とにかくまずは確かめておかなければならない事がある。
「なんで真がうちにいるの?」
「ああ北条さんのお宅がご夫婦で出かけるから、今日と明日は真ちゃんが一人でお留守番だったのよ。だから私がうちにご招待したの。ご飯なら一人分ぐらい増えても手間は変わらないどころか、真ちゃんが手伝ってくれて楽ができたわ」
「えへへ、いつもお世話になってますから」
ああ、なるほどそういう訳ね。だがもう一つ確認しておくべき事がある。
「夕食に納豆料理はないよね?」
「……ん? アシカは私の事信用してないの? がっかりだよ」
返答の前の一瞬の間が凄く気になる俺だったが、隣で母が苦笑しながら「大丈夫よ」と太鼓判を押してくれたのに胸を撫で下ろす。それがどうにも不服だったらしく真は口を尖らせている。眼鏡越しの大きな瞳が「このマザコンめ」と責めているようだ。いや、でも料理に関しては真よりも母の方がどうしても信頼度は高いのは仕方ないだろう。

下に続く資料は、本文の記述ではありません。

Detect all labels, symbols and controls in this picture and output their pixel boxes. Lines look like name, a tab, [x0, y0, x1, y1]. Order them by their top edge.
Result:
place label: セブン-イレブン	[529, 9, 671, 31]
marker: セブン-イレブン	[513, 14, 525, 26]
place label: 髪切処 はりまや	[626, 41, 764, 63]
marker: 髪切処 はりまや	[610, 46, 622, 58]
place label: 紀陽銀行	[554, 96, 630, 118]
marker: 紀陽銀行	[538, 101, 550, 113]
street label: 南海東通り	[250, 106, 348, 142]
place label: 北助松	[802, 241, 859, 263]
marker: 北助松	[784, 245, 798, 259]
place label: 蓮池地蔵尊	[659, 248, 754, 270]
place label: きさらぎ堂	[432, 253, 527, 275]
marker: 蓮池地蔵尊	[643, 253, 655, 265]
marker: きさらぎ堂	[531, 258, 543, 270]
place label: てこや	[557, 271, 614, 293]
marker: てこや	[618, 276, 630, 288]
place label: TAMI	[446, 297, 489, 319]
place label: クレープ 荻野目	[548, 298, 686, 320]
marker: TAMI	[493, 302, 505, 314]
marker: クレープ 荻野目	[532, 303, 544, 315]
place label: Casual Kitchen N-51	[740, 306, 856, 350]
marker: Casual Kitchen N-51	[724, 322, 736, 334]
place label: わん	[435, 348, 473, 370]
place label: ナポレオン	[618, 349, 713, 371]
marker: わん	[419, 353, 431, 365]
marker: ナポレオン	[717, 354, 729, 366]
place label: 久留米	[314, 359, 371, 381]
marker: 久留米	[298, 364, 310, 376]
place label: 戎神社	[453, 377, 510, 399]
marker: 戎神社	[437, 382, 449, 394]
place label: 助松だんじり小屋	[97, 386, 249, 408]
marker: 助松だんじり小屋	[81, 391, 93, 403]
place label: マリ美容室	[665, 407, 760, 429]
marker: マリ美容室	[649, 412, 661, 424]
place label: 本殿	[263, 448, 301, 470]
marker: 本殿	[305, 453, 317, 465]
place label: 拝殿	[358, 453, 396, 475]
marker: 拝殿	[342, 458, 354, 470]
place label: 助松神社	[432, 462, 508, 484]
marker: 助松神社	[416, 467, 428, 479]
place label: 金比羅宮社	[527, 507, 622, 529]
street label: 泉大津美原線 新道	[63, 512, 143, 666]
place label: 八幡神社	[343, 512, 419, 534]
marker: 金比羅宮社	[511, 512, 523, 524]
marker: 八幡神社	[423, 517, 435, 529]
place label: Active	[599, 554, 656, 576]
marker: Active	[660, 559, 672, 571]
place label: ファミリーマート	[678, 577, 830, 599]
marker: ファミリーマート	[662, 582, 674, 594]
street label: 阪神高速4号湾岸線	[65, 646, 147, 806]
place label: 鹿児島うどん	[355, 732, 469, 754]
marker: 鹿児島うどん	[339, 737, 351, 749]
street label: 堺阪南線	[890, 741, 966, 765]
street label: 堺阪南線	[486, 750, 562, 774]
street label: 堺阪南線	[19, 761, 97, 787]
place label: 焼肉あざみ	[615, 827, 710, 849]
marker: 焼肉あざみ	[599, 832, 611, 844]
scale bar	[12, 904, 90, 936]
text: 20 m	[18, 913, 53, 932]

「それじゃ、疲れているから悪いけど俺から先に風呂に入らせてもらうよ」
玄関から自分の部屋へ向かいながらそう宣言しておく。一応は真も女の子だ、風呂場でばったりとか現実に起こったら洒落にならないからな。忙しい今はラブコメをやっている暇はない。
「はいはい、沸かしてあるからさっさと入ってきなさい」
との言葉にありがたく従って風呂から入っておこうか。
「んー、家に招いてくれたお礼に背中流してあげようか?」
目を細めてどこか子猫じみたにんまりした表情で真が提案する。こいつ俺をからかうのが趣味みたいになりかけてるなぁ。ここで一回乗り突っ込みで釘を刺しておこう。
「ああ、じゃあ頼もうか」
「ん? え?」
真は自ら持ちかけてきたのに急に顔を赤らめ、意味もなく手足をせわしなく動かすと「ポ、ポイントとかフラグがまだ足りてないからまた今度!」と足早にリビングへ退却していった。
ふっ、勝ったな。しかし、ポイントって何のポイントでどうすれば手にはいるんだよ。フラグってどうやればイベントが進むんだよ。
最近サッカーゲームだけでなく、いわゆる乙女ゲームとやらに手を出し始めたという幼馴染に対し「大丈夫かなあいつ」とちょっぴり不安を覚えた。
まあとにかく今は風呂へ急ごうか。
すっかり入浴する気になっている俺の袖をいつの間にか母が掴んでいた。
「速輝、あんまりからかっちゃ駄目よ」
「は、はい」
なぜか判らないが、静かな母の笑顔と注意が凄く怖かった。
◇ ◇ ◇
風呂に入って疲れも汚れも綺麗さっぱり洗い流すと、リビングに入り夕食だ。入浴している間に女性陣の微妙な空気はすっかりほぐれて、いつも通りの落ち着いた雰囲気になっている。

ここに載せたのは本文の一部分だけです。